A historiografia foi responsável durante longo período por endossar as fileiras de redução ou exclusão da mulher como protagonista ou participante de importantes momentos da nossa história. Apesar da sensível mudança nesse aspecto, e talvez uma das mais admiráveis provas disso, é a cada vez maior participação das mulheres no campo da pesquisa e produção histórica, e também como objeto de pesquisa, creio que ainda há muito caminho a ser percorrido, principalmente no Cariri.
Nossa região, e isto o passado fortemente ligado ao patriarcado não nos deixa negar, sempre foi deveras excludente aos seus vultos históricos femininos. Analisando as obras fundadoras, veremos páginas recheadas de coronéis, padres, beatos, cangaceiros e outros tantos homens que cortaram esses sertões marcando seu nome das mais diversas formas, enquanto que a figura feminina, principalmente por conta do contexto social que reduzia suas margens de ação, esteve na maioria dos casos em segundo plano, salvo casos em que os fundadores da nossa crônica histórica trataram de selecionar a dedo para dar a ênfase que julgaram necessária.
Vejamos, por exemplo, Bárbara de Alencar, elevada a heroína por conta de revolução de 1817. Fideralina Augusto, que se impôs diante do contexto que a ela se fez obstáculo. Marica Macedo do Tipi, outra matriarca de sangue quente e muita ação. Foram elas mulheres de seu tempo, e nos dias após seus desaparecimentos físicos, escolhidas pelos estudiosos como vultos a serem destacados, mas cabe destacar que nem sempre as construções em torno dessas figuras fizeram jus a suas respectivas histórias, e falo isso tanto para mais, como para menos.

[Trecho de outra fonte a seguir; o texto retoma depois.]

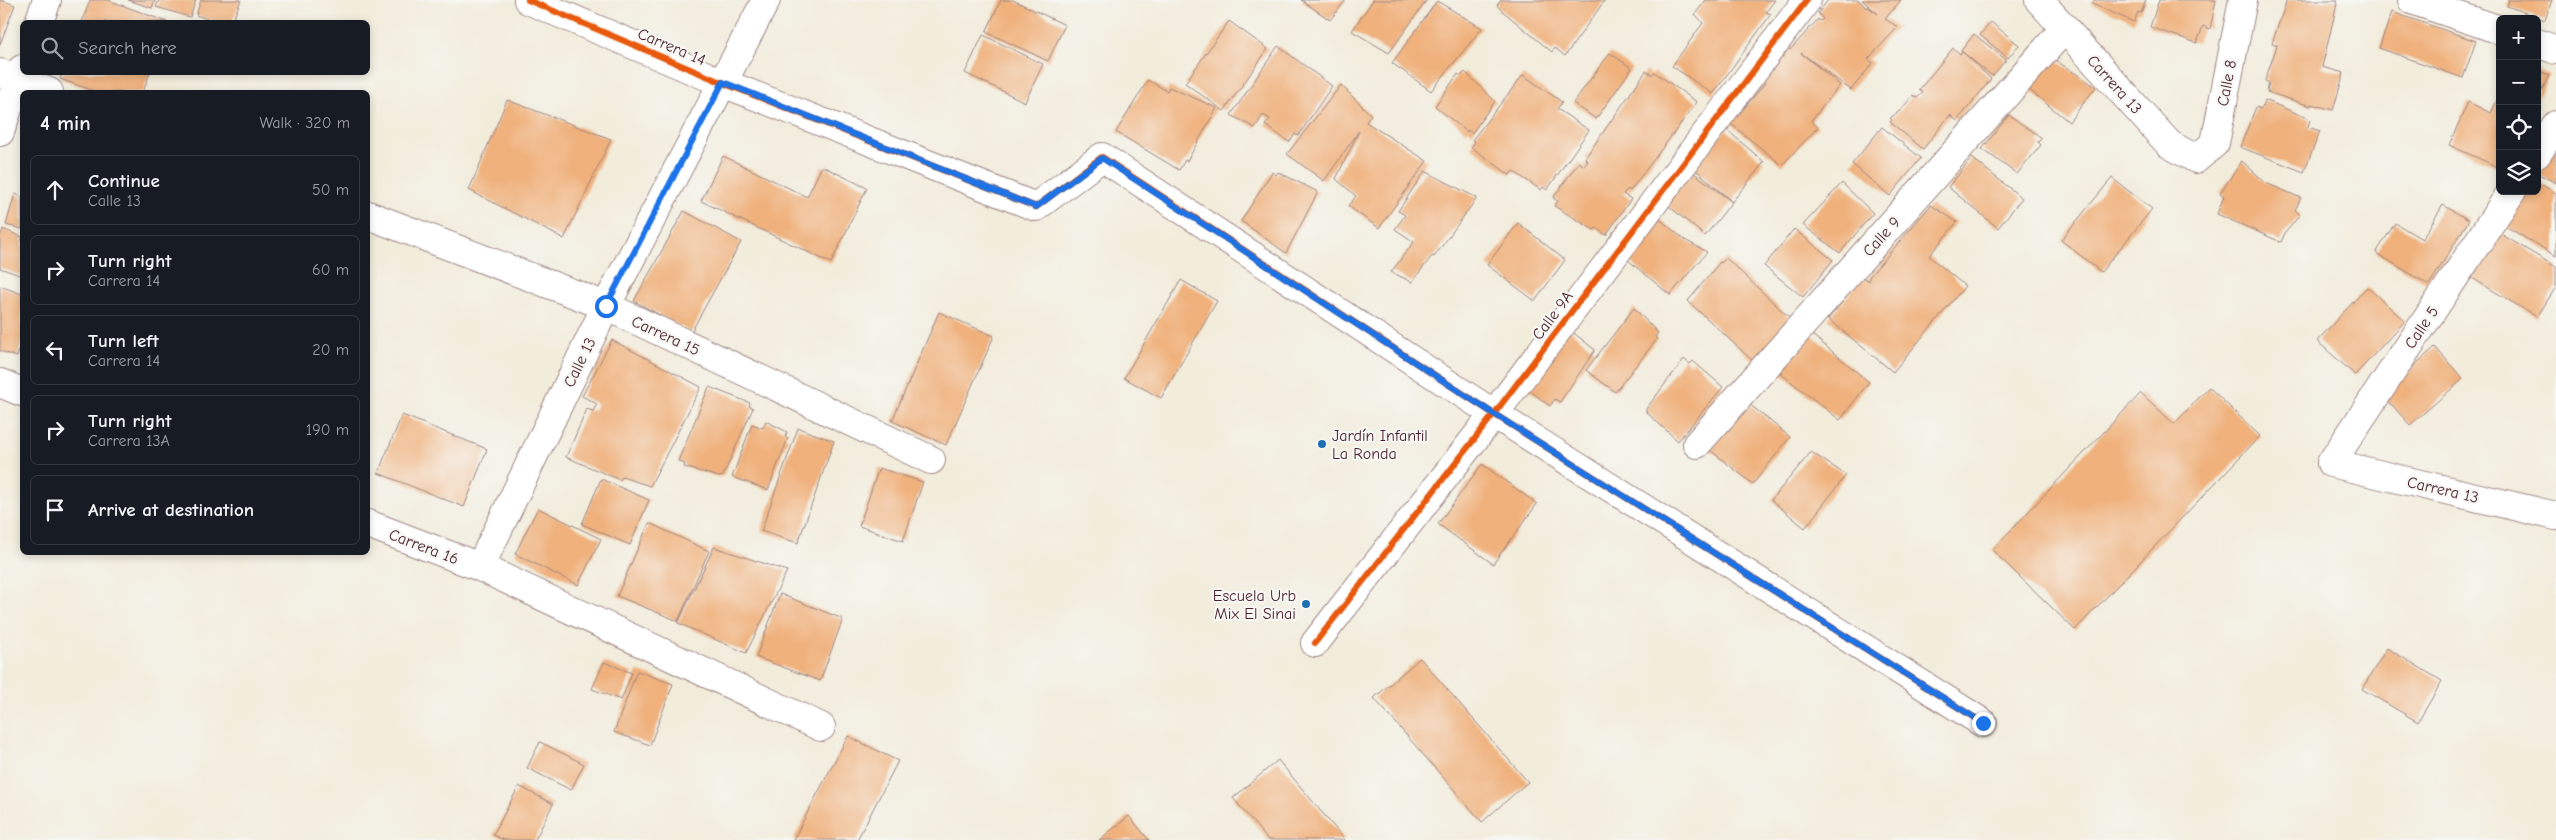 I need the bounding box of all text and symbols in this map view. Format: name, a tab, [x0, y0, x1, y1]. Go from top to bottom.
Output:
map controls	[2496, 15, 2541, 195]
button: +	[2496, 15, 2541, 60]
search box	[20, 20, 370, 75]
street label: Carrera 14	[635, 25, 708, 69]
icon: search	[38, 34, 66, 62]
text: Search here	[78, 37, 177, 59]
street label: Carrera 13	[2083, 52, 2145, 118]
street label: Calle 8	[2214, 59, 2240, 108]
button: −	[2496, 60, 2541, 105]
button: locate	[2496, 105, 2541, 150]
text: 4 min	[40, 111, 91, 135]
text: Walk · 320 m	[259, 114, 350, 132]
button: layers	[2496, 150, 2541, 195]
text: Continue	[88, 170, 160, 192]
icon: ahead	[41, 176, 69, 204]
text: 50 m	[312, 181, 349, 199]
text: Calle 13	[88, 192, 141, 210]
street label: Calle 9	[1859, 213, 1904, 260]
text: Turn right	[88, 250, 172, 272]
icon: right	[41, 256, 69, 284]
text: 60 m	[312, 261, 349, 279]
text: Carrera 14	[88, 272, 160, 290]
street label: Calle 9A	[1529, 288, 1577, 343]
route start	[595, 295, 618, 318]
street label: Calle 5	[2401, 303, 2442, 352]
street label: Carrera 15	[629, 312, 703, 360]
text: Turn left	[88, 330, 159, 352]
street label: Calle 13	[560, 335, 600, 390]
icon: left	[41, 336, 69, 364]
text: 20 m	[312, 341, 349, 359]
text: Carrera 14	[88, 352, 160, 370]
text: Turn right	[88, 410, 172, 432]
icon: right	[41, 416, 69, 444]
text: 190 m	[306, 421, 349, 439]
place label: Jardín Infantil La Ronda	[1332, 427, 1428, 463]
text: Carrera 13A	[88, 432, 170, 450]
marker: Jardín Infantil La Ronda	[1316, 438, 1328, 450]
street label: Carrera 13	[2405, 473, 2480, 507]
icon: arrive	[41, 496, 69, 524]
text: Arrive at destination	[88, 499, 254, 521]
street label: Carrera 16	[386, 525, 461, 568]
place label: Escuela Urb Mix El Sinai	[1213, 587, 1296, 623]
marker: Escuela Urb Mix El Sinai	[1300, 598, 1312, 610]
route end	[1972, 712, 1995, 735]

Diante de escolhas e construções que não couberam a nós, mas que ainda hoje se apresentam em nossos dias, devemos nós continuar o resgate de figuras que no passado foram subjugadas e desprezadas até, como a beata Maria de Araújo, que felizmente hoje vive dias melhores em relação a preservação de sua memória. Mas e a beata Mocinha? Uma mulher de tantas e tão relevantes contribuições para a história do Juazeiro e do Cariri, e que foi reduzida somente a figura de simples governanta da casa do padre Cícero.
Quando falo em nós, digo que os historiadores e pesquisadores devem sempre estar a apoiar a causa das historiadoras e pesquisadoras que hoje, felizmente, são tão presentes e importantes no campo da pesquisa e sociedade, e as únicas capazes de mensurar e entender com real precisão o contexto de opressão que viveram as que as antecederam, e que elas também vivem atualmente.
Neste mês de março, e em todos que se seguem, hei de saudar essa multidão de guerreiras que muito nos deram, mas que infelizmente tiveram seus nomes perdidos nas quebradas do sertão, e também hei de saudar as que hoje se debruçam sobre essas histórias e as trazem a tona, pois numa região como o Cariri, eu enquanto homem trato somente de reconhecer a carga de privilégios que sou portador por conta desse acaso biológico, e ser sempre braço amigo e incentivador destas que enfrentam o patriarcado e traçam a duras penas suas próprias estradas no mundo de Clio e na vida cotidiana.